■ **Task objective**
Give all the data again exactly.

━━━━━ Dataset content

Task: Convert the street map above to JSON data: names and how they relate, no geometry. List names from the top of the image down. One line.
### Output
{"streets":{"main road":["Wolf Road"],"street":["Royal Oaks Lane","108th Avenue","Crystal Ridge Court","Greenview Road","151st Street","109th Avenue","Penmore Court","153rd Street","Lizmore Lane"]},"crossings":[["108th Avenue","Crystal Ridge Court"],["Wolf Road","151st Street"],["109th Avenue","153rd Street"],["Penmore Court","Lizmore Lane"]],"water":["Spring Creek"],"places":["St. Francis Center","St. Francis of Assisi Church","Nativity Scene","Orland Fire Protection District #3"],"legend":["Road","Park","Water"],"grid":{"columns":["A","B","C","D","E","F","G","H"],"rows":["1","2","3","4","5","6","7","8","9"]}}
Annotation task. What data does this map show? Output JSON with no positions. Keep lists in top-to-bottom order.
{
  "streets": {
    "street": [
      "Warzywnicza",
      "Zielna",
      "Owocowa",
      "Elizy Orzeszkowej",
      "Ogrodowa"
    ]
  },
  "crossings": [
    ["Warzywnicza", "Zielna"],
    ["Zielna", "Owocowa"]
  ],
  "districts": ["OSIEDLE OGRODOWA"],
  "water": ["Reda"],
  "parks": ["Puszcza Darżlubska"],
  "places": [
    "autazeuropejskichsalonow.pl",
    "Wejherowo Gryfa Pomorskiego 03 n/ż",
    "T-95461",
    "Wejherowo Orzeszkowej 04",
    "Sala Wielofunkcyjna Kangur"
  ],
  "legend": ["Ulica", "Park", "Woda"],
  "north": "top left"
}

━━━━━━━━━━

■ **Answer to the exercise**
Task: Convert the street map above to JSON data: names and how they relate, no geometry. List names from the top of the image down. One line.
### Output
{"streets":{"main road":["Wolf Road"],"street":["Royal Oaks Lane","108th Avenue","Crystal Ridge Court","Greenview Road","151st Street","109th Avenue","Penmore Court","153rd Street","Lizmore Lane"]},"crossings":[["108th Avenue","Crystal Ridge Court"],["Wolf Road","151st Street"],["109th Avenue","153rd Street"],["Penmore Court","Lizmore Lane"]],"water":["Spring Creek"],"places":["St. Francis Center","St. Francis of Assisi Church","Nativity Scene","Orland Fire Protection District #3"],"legend":["Road","Park","Water"],"grid":{"columns":["A","B","C","D","E","F","G","H"],"rows":["1","2","3","4","5","6","7","8","9"]}}
Annotation task. What data does this map show? Output JSON with no positions. Keep lists in top-to-bottom order.
{
  "streets": {
    "street": [
      "Warzywnicza",
      "Zielna",
      "Owocowa",
      "Elizy Orzeszkowej",
      "Ogrodowa"
    ]
  },
  "crossings": [
    ["Warzywnicza", "Zielna"],
    ["Zielna", "Owocowa"]
  ],
  "districts": ["OSIEDLE OGRODOWA"],
  "water": ["Reda"],
  "parks": ["Puszcza Darżlubska"],
  "places": [
    "autazeuropejskichsalonow.pl",
    "Wejherowo Gryfa Pomorskiego 03 n/ż",
    "T-95461",
    "Wejherowo Orzeszkowej 04",
    "Sala Wielofunkcyjna Kangur"
  ],
  "legend": ["Ulica", "Park", "Woda"],
  "north": "top left"
}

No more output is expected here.